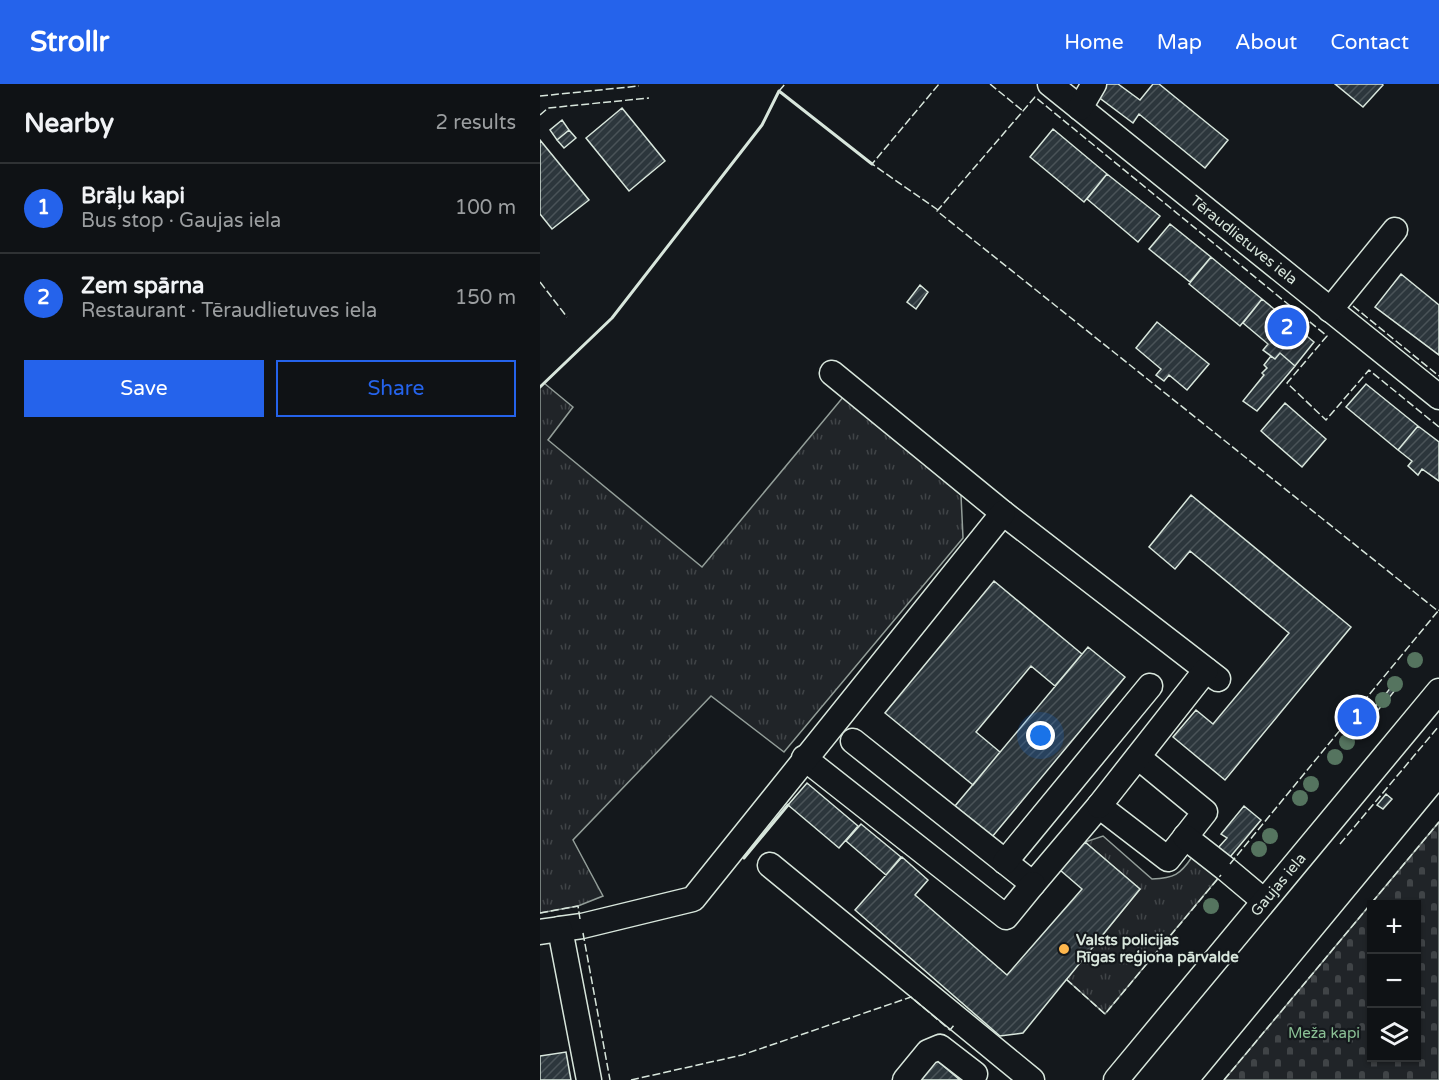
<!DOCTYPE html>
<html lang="en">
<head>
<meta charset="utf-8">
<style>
  body { margin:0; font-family:"Varela Round",sans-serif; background:#1d2022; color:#f1f3f6 }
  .controls { position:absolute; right:18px; bottom:18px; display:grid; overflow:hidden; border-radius:0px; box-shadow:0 2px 4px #0004 }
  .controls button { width:54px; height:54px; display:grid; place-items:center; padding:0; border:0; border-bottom:2px solid #2f3234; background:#0f1215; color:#f1f3f6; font:30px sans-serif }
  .you { position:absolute; left:501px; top:652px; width:21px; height:21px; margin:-15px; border:4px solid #fff; border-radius:50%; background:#1a73e8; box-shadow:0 0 0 9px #1a73e833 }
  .badge { display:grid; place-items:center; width:39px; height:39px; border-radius:50%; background:#2563eb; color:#fff; font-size:20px; font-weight:700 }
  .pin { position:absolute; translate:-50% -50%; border:3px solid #fff; box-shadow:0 2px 6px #0006 }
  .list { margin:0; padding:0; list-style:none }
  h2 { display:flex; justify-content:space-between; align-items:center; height:78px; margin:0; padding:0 24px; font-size:26px }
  h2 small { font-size:20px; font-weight:400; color:#9b9ea0 }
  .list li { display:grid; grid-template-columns:39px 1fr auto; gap:18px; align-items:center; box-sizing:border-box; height:90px; padding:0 24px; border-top:2px solid #2f3234 }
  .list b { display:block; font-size:22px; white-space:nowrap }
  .list p { margin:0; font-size:20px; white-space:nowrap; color:#9b9ea0 }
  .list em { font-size:20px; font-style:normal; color:#9b9ea0 }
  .actions { display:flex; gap:12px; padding:18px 24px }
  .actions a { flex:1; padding:14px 0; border:2px solid #2563eb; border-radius:0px; text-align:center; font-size:21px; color:#2563eb }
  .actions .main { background:#2563eb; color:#fff }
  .icon { flex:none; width:33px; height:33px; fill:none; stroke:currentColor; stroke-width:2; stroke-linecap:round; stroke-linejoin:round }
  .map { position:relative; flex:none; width:899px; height:996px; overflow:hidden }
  header { display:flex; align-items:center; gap:36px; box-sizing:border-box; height:84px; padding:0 30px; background:#2563eb; color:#fff }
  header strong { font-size:28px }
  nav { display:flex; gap:33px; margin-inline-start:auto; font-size:21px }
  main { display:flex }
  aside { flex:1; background:#0f1215 }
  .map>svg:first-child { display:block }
  .grass { fill:url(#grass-tufts); stroke:#939e99; stroke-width:1.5 }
  .cemetery { fill:url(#cemetery-stones); stroke:#939e99; stroke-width:1.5; fill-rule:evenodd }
  .building { fill:url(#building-hatch); stroke:#d8e6dc; stroke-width:1.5 }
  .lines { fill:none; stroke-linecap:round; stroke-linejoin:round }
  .minor-casing { stroke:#d8e6dc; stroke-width:27 }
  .minor { stroke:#14181c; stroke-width:24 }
  .tram { stroke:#d8e6dc; stroke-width:1.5 }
  .fence { stroke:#d8e6dc; stroke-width:1.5; stroke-dasharray:8 3; stroke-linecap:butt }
  .wall { stroke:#d8e6dc; stroke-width:3 }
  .tree { fill:#55745f }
  .poi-dot { fill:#ffb74d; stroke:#14181c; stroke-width:2 }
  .labels { text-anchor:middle; stroke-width:4.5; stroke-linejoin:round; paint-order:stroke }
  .street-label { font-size:15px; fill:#d8e6dc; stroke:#14181c }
  .poi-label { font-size:15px; font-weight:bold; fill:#d8e6dc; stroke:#14181c; text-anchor:start }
  .park-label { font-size:15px; fill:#8ac095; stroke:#14181c }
</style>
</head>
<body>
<header>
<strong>Strollr</strong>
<nav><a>Home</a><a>Map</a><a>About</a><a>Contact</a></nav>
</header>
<main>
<aside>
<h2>Nearby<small>2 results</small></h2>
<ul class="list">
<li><span class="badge">1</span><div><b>Brāļu kapi</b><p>Bus stop · Gaujas iela</p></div><em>100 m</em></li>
<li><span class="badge">2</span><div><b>Zem spārna</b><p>Restaurant · Tēraudlietuves iela</p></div><em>150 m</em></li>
</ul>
<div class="actions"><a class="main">Save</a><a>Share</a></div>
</aside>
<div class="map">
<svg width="899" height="996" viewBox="0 0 899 996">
  <defs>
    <pattern id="grass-tufts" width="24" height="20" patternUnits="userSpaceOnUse" patternTransform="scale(1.5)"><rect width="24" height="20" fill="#202428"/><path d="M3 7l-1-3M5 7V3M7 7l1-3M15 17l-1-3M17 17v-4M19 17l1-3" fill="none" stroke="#404447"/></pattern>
    <pattern id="cemetery-stones" width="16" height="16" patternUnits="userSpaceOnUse" patternTransform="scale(1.5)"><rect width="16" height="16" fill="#202428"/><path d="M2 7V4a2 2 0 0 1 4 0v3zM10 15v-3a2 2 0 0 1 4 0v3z" fill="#404447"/></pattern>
    <pattern id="building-hatch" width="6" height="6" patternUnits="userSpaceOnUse" patternTransform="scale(1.5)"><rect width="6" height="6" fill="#2c363c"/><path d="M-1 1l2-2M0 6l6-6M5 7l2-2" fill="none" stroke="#4a5358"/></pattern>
  </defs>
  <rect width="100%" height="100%" fill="#14181c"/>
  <!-- grass -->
  <path class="grass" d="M4,299L33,323L8,356L162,483L304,312L421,411L423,454L244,668L171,612L33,756L63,812L38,822L0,829V303Z
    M563,752L612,795C634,794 640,791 652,773L679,793L565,930L526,895L600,805L545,758Z"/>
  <!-- cemetery -->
  <path class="cemetery" d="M899,738V996H684ZM832,820H876V974H832Z"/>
  <!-- building -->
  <path class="building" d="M560,0H578L600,16L613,0H619L688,56L665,84L599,30L593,39L553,9Z
    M795,0H842L843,1L823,23Z
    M82,24L125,77L89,107L46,54Z
    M22,36L29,46L17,56L10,46Z
    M513,45L567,90L544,118L490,73Z
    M29,46L36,54L24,64L17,56Z
    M0,56L49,116L12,145L0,130Z
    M567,90L620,132L598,158L547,115Z
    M630,140L671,173L650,198L609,165Z
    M671,173L722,215L700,242L649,200Z
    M861,190L899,221V271L835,223Z
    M380,201L388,208L376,225L367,218Z
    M722,215L774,258L755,282L740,269L735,275L723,266L728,260L703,239Z
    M617,238L669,280L647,306L629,291L624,297L616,291L621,285L596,264Z
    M740,269L755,282L717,327L703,317L724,291L722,289L727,284L724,281L731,272L735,275Z
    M826,300L878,342L858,366L806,323Z
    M745,319L786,355L762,383L721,347Z
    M878,342L899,358V397L882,385L878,391L868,382L872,377L858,366Z
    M651,411L811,543L685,696L633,653L656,626L673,640L749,549L650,467L635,485L609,463Z
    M454,497L542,570L515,602L491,582L436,648L460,668L433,701L345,629Z
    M548,563L585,593L452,753L415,722Z
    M852,602L856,605L848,615L844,612Z
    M839,617L843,620L835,630L832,627Z
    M267,699L318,742L299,764L248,721Z
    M846,710L852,715L843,725L837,721Z
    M704,722L721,736L690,773L678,764L687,754L681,750Z
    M321,740L361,773L346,791L306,757Z
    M545,758L600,805L483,949L460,952L315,826L362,773L388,796L375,811L467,891L542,805L520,786Z
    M26,968L31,996H0V972Z
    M394,974L420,996H376Z"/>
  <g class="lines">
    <defs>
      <g id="minor">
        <path id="s1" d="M510,0L899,313"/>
        <path d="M540,24L554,0"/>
        <path d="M790,226L855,146"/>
        <path d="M292,289L463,429L678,595"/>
        <path d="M313,657L493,800L559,722L628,775L665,728L598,673"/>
        <path d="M264,674L466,833L493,800"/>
        <path d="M559,722L666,586"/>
        <path d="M645,753L686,785L724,817"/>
        <path d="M465,778L610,602"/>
        <path d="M230,781L492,996"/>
        <path d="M20,845L42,842L153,815L463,429"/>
        <path d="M0,848L20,845L49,996"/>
        <path d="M365,996L388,968L400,963L435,990"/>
        <path id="s2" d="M576,996L899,607"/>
      </g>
    </defs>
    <!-- minor casing -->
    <use href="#minor" class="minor-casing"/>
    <!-- minor -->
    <use href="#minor" class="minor"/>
    <!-- tram -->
    <path class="tram" d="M662,996L899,709"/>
    <!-- fence -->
    <path class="fence" d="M450,0L483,27L482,28
      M239,7L245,0
      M0,12L99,2
      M0,31L8,24L109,14
      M398,126L332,80L399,0
      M0,198L27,233
      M813,222L899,292
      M899,343L829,286L786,336L747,299L787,252L495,13L397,127L898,527L899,526
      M800,760L899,642
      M690,780L898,527
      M0,829L38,822L40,835
      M43,849L70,996
      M526,895L565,930L681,791
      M91,996L202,971L371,913L410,946L415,940
      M684,996L899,738"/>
    <!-- wall -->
    <path class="wall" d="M0,303L72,234L222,41L239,7L332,80
      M204,774L248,721"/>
  </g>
  <!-- trees -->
  <g class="tree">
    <circle cx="875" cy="576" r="8"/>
    <circle cx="855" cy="600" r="8"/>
    <circle cx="843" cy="616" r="8"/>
    <circle cx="831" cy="631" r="8"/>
    <circle cx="819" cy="644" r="8"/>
    <circle cx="807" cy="658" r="8"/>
    <circle cx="795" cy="673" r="8"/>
    <circle cx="771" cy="700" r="8"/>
    <circle cx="760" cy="714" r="8"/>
    <circle cx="730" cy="752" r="8"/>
    <circle cx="719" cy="765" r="8"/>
    <circle cx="671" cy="822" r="8"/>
  </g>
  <!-- markers -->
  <circle class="poi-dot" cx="524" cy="865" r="6"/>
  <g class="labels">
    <!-- street labels -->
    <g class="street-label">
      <text dy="5" stroke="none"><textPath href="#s1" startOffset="249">Tēraudlietuves iela</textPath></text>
      <text dy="5" stroke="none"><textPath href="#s2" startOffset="254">Gaujas iela</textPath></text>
    </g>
    <!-- poi labels -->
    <g class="poi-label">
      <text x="536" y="861">Valsts policijas<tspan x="536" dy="17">Rīgas reģiona pārvalde</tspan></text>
    </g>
    <!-- park labels -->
    <g class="park-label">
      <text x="784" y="954">Meža kapi</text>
    </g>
  </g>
</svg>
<div class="controls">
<button>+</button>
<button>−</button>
<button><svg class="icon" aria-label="layers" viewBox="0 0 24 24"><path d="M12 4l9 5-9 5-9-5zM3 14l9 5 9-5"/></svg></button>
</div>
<div class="you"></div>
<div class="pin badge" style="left:817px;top:633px">1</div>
<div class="pin badge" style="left:747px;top:243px">2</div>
</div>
</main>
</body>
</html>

* **Task description**
Scan the records above for the string "place", then select every line that holds it.

* **Solution below**
  .controls button { width:54px; height:54px; display:grid; place-items:center; padding:0; border:0; border-bottom:2px solid #2f3234; background:#0f1215; color:#f1f3f6; font:30px sans-serif }
  .badge { display:grid; place-items:center; width:39px; height:39px; border-radius:50%; background:#2563eb; color:#fff; font-size:20px; font-weight:700 }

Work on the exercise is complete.